** Opening MATERIAL FOR THE TASK block **
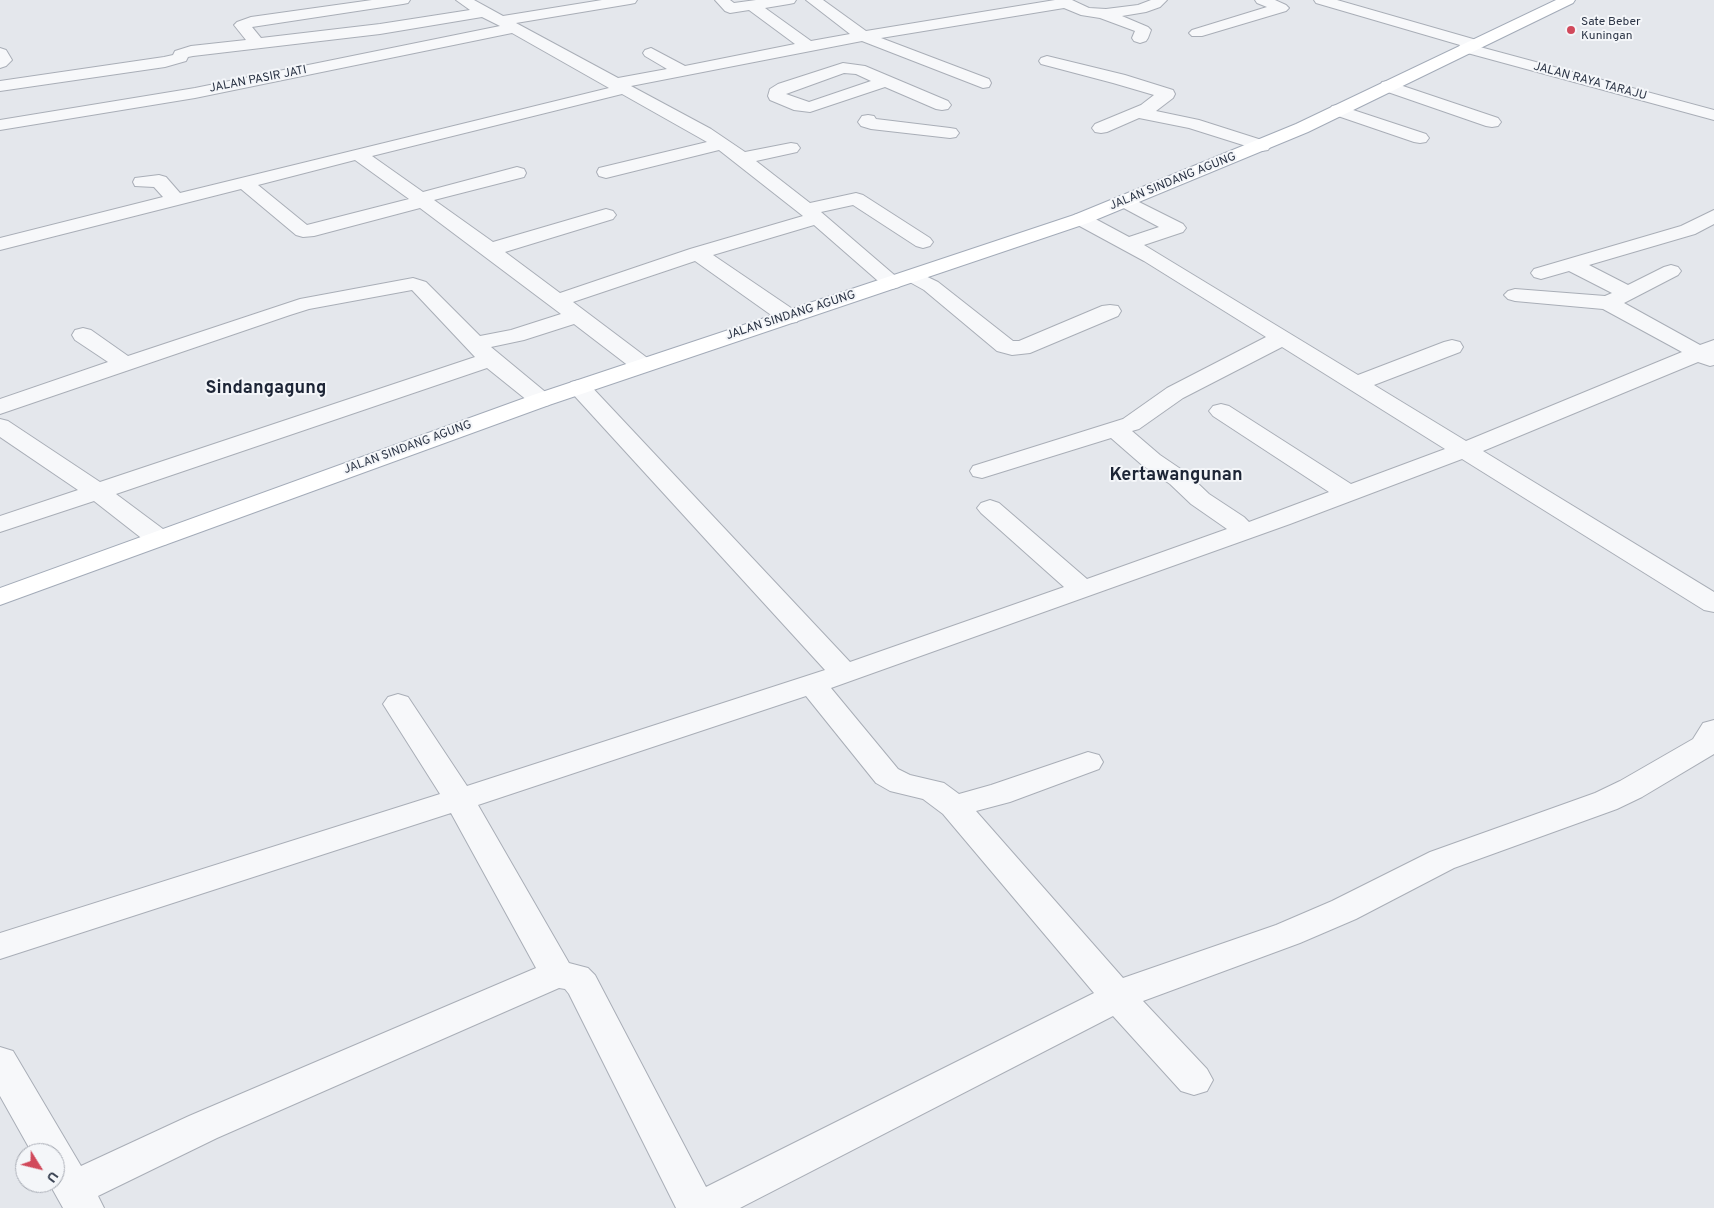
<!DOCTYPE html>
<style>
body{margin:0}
#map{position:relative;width:1714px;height:1208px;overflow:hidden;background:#e4e7ec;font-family:Overpass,sans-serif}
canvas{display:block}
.north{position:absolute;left:15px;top:1143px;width:50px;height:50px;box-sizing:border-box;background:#f4f6f9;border:1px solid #a4a8b1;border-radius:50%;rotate:126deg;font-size:14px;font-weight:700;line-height:20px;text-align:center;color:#2b3445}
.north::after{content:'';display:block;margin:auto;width:18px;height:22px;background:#d1495b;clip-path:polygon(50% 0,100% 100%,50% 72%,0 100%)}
</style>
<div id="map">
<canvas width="1714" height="1208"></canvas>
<div class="north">U</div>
</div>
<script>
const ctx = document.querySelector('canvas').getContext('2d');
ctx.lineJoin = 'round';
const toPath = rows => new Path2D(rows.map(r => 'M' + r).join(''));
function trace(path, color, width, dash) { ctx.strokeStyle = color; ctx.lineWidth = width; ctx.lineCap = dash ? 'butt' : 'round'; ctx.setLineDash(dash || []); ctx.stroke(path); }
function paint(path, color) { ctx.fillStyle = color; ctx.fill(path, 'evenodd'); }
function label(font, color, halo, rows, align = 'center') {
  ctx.font = font + ' Overpass,sans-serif'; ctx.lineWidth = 4; ctx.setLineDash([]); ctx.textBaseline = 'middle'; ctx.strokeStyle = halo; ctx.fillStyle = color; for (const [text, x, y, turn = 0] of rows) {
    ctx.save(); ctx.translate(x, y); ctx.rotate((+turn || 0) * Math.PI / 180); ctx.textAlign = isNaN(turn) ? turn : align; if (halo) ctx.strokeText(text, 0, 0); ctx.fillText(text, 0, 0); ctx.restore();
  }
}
const minor = toPath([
 [372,0,410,0,408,3,403,4,252,27,261,38,380,24,470,10,456,0,474,0,503,16,602,0,637,0,635,3,630,4,516,23,618,78,667,69,645,56,643,53,645,50,651,48,685,66,795,44,749,10,730,13,725,11,715,0,730,0,734,3,756,0,796,0,794,3,789,4,765,8,811,41,850,34,806,0,823,0,866,31,1055,0,1072,0,1089,8,1106,9,1138,5,1151,0,1167,0,1160,7,1146,12,1122,16,1148,27,1151,30,1148,38,1146,41,1140,43,1134,41,1132,38,1135,31,1100,18,1081,15,1064,8,881,38,989,79,991,83,989,87,983,88,862,41,631,86,711,129,745,152,791,143,797,144,800,148,797,152,756,161,810,203,856,193,863,195,930,238,933,242,930,246,923,248,916,246,853,205,821,212,899,279,902,283,899,287,892,289,885,287,814,225,713,255,797,312,800,317,797,322,789,323,781,322,695,261,573,302,650,360,653,365,650,370,642,372,634,370,574,324,524,340,491,347,549,395,553,400,549,405,541,407,533,405,487,368,116,494,167,532,171,538,167,544,158,546,149,544,94,501,0,532,0,516,78,490,0,437,0,419,8,421,100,482,475,357,412,290,309,309,290,315,0,414,0,399,108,362,75,340,72,335,75,330,83,328,91,330,128,356,300,299,413,278,426,282,480,336,511,330,561,314,420,208,314,236,303,237,296,235,241,189,0,250,0,238,163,197,154,187,135,186,133,182,135,178,159,175,166,177,180,193,609,88,512,33,195,98,0,130,0,120,195,88,500,26,482,17,380,34,193,56,188,57,186,61,165,67,0,91,0,81,164,57,173,55,175,51,191,46,246,40,234,25,237,22,251,17,372,0],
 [622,94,707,142,599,168,597,172,599,176,606,178,719,150,803,216,690,249,560,293,505,252,613,219,616,215,613,211,606,209,599,211,493,242,434,200,524,177,526,173,524,169,517,167,423,192,372,156,622,94],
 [355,160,409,199,307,225,258,185,355,160],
 [1255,0,1275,0,1286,5,1289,8,1286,11,1202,36,1192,36,1189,33,1192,30,1267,7,1257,3,1255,0],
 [1314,0,1337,0,1480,41,1482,44,1480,47,1714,110,1714,120,1460,51,1458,48,1460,45,1316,3,1314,0],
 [0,48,6,50,12,60,6,66,0,68,0,48],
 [1047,56,1125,75,1173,90,1175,94,1173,98,1156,111,1199,120,1268,142,1271,146,1268,150,1262,151,1189,128,1139,118,1107,132,1101,133,1095,132,1092,128,1095,124,1141,105,1154,95,1113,83,1041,64,1039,61,1041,58,1047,56],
 [843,63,865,66,948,101,951,105,948,109,942,110,936,109,885,87,810,112,794,110,770,100,768,96,770,89,778,84,843,63],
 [844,73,856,74,871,81,809,102,786,94,844,73],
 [1388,81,1498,118,1501,122,1498,126,1492,127,1486,126,1382,90,1380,86,1382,82,1388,81],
 [1338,105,1426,134,1429,138,1426,142,1420,143,1414,142,1332,114,1329,110,1332,106,1338,105],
 [868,115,874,116,876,119,950,128,956,129,959,133,956,137,950,138,871,129,861,126,858,122,862,116,868,115],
 [1125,195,1183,224,1186,228,1183,232,1144,245,1358,375,1444,342,1452,340,1460,342,1463,347,1460,352,1374,385,1466,441,1682,352,1603,309,1515,301,1508,299,1504,295,1508,291,1515,289,1605,296,1612,293,1569,271,1541,279,1534,277,1531,273,1534,269,1681,226,1714,210,1714,224,1695,234,1589,265,1628,285,1664,267,1671,265,1678,267,1681,271,1678,275,1624,303,1700,345,1714,340,1714,365,1710,366,1698,362,1483,451,1714,592,1714,612,1704,610,1462,459,1290,524,831,688,898,769,910,775,944,783,959,794,991,785,1088,752,1099,755,1103,762,1099,769,1010,802,976,811,1123,978,1276,925,1332,901,1430,852,1595,793,1620,781,1693,739,1703,723,1714,720,1714,754,1642,797,1617,809,1454,868,1356,919,1300,943,1143,1001,1207,1069,1213,1080,1207,1091,1194,1095,1181,1091,1113,1016,740,1208,676,1208,569,994,565,989,559,988,217,1138,98,1196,104,1208,63,1208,49,1183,55,1183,55,1153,32,1153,0,1096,0,1047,13,1051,81,1166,189,1116,536,968,451,813,0,959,0,933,440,794,383,704,388,697,398,694,408,697,467,786,825,670,571,392,568,387,571,382,579,380,587,382,850,662,1064,587,981,513,977,508,981,503,990,500,999,503,1087,579,1227,529,1191,504,1170,484,1142,465,1111,438,982,478,973,476,970,471,973,466,1123,419,1167,388,1266,337,1144,261,1074,223,1071,219,1074,215,1081,213,1088,215,1129,237,1159,227,1118,205,1115,201,1118,197,1125,195],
 [1282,347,1445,449,1351,484,1229,406,1221,404,1213,406,1209,411,1213,416,1329,492,1249,522,1244,517,1209,494,1188,474,1160,455,1132,431,1139,429,1183,398,1282,347],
 [806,696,876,783,890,791,923,799,943,814,1094,993,706,1187,595,975,588,968,569,963,478,805,806,696],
 [913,270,938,282,1013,341,1019,341,1102,306,1110,305,1118,306,1121,311,1118,316,1030,353,1012,355,997,351,924,290,906,280,903,276,906,272,913,270]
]);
const major = toPath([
 [1556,0,1575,0,1573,3,1308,132,1088,223,549,405,0,605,0,588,533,395,1074,215,1296,124,1556,0]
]);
trace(minor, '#a9aeb7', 2);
trace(major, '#a3abb8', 2);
paint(minor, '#f7f8fa');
paint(major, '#fff');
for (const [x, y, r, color] of [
 [1571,30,5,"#d1495b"]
]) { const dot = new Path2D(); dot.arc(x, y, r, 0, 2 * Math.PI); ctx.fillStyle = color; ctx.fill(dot); trace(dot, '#f4f6f9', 2); }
label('12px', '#2b3445', '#f4f6f9', [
 ["Sate Beber",1581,23],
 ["Kuningan",1581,37]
], 'left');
label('12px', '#2b3445', '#f4f6f9', [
 ["JALAN PASIR JATI",258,80,-11],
 ["JALAN RAYA TARAJU",1590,82,15],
 ["JALAN SINDANG AGUNG",1173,182,-22],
 ["JALAN SINDANG AGUNG",791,316,-18],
 ["JALAN SINDANG AGUNG",408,448,-20]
]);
label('bold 18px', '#1d2536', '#f4f6f9', [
 ["Sindangagung",266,389],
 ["Kertawangunan",1176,476]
]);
</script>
** Closing MATERIAL FOR THE TASK block **
[REQUIRED WORK]: Among the lines above, list those that contain the word "turn".

[SOLUTION TO THIS PROBLEM]:
  ctx.font = font + ' Overpass,sans-serif'; ctx.lineWidth = 4; ctx.setLineDash([]); ctx.textBaseline = 'middle'; ctx.strokeStyle = halo; ctx.fillStyle = color; for (const [text, x, y, turn = 0] of rows) {
    ctx.save(); ctx.translate(x, y); ctx.rotate((+turn || 0) * Math.PI / 180); ctx.textAlign = isNaN(turn) ? turn : align; if (halo) ctx.strokeText(text, 0, 0); ctx.fillText(text, 0, 0); ctx.restore();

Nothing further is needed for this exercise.